This is the genealogy of Terah. Terah begot Abram, Nahor, and Haran. Haran begot Lot. And Haran died before his father, Terah, in his native land in Ur of the Chaldeans. These two verses we have a father, three sons, and a grandson in Babylon.
Babylon is not a word that occurs in the text, but Ur of the Chaldeans is within what would become the Babylonian empire. So I'm saying Babylon. It's a little bit of an anachronism, but humor me. We think of it as that territory. A father, three sons, and a grandson in Babylon.
Terah is the head of this genealogy, and he was introduced to us last week in verses 24 through 26 so just look back a few verses let me re-read where we ended last week verses 24 through 26. Nahor lived 29 years and begot Terah so this is our man who is at the head of this genealogy. Nahor lived 29 years and begot Terah. After he begot Terah, Nahor lived 119 years and begot sons and daughters. Now Terah lived 70 years and begot Abram, Nahor, and Haran.
So that brings us to today's text. So Terah was born when his dad Nahor was 29 years old. Then when Terah was 70 years old, he fathered these three sons, Abram, Nahor, and Haran. Notice that we see the name Nahor twice. That is the name of Tara's dad and then Tara used that name to name one of his own sons.
So a grandfather and Grandson have the same name. This happens in our culture all the time, where granddad's name becomes the name of a son. It happens here in our text. Now, Tara's family tree. He fathered three sons, Abram, Nahor, and Haran.
I know I'm saying that different than James. I don't really know who's right.

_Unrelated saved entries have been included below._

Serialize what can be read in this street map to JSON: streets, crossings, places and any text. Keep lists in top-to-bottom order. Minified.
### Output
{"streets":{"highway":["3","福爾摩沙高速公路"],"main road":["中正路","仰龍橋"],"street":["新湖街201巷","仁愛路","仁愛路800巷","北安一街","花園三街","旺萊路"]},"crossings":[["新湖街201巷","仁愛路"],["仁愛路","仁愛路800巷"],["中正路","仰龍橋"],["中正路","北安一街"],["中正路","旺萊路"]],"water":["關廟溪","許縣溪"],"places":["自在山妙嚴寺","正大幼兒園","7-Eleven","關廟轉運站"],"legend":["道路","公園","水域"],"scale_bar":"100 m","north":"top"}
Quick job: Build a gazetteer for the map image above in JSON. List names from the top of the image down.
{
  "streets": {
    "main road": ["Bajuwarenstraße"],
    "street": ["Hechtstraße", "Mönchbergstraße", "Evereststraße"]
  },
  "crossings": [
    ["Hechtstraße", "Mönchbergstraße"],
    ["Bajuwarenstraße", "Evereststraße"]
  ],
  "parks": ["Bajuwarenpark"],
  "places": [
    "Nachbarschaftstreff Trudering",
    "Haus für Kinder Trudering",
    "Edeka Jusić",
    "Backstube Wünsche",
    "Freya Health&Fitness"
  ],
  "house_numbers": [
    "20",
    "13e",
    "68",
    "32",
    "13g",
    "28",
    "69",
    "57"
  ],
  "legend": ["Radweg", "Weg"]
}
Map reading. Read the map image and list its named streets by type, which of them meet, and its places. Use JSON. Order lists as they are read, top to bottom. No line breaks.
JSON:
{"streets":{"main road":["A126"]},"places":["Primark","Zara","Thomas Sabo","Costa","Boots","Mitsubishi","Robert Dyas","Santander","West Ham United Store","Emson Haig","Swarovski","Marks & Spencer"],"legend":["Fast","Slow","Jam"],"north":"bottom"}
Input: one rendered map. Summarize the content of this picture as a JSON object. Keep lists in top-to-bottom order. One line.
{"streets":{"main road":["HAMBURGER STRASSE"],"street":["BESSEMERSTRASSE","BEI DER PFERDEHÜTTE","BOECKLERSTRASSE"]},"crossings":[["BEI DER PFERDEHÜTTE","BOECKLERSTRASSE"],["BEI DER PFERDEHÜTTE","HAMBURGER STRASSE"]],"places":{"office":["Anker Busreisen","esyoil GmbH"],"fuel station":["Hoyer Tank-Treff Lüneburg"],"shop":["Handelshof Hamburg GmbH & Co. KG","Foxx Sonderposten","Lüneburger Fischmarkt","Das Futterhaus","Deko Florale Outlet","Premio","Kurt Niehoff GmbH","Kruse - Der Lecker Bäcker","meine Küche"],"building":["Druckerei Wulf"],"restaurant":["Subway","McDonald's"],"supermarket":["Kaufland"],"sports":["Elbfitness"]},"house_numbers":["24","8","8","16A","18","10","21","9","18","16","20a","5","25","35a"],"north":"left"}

I was just thinking, can I change to how he said it? And I thought, I probably can't. I've been saying it this way, at least in my head all week and I didn't think I could make the shift so forgive us.
He probably right not probably wrong but you're stuck with Huron. There you have it. Did he father any other sons? So we have three names. Did he father Any other sons?
Don't bet against it. He lived a long time, but we don't know. Did he father any daughters? Don't bet against it. He probably fathered some daughters.
I'm guessing he did, but we don't know. Remember in the genealogies that we've been studying really all along they've been selective genealogies, meaning my guess is we don't have many names with all their children at all in all the genealogies that we've been studying. So undoubtedly this is another selective genealogy. Why these sons named and captured in Scripture? Because each of them will play a significant part in upcoming histories.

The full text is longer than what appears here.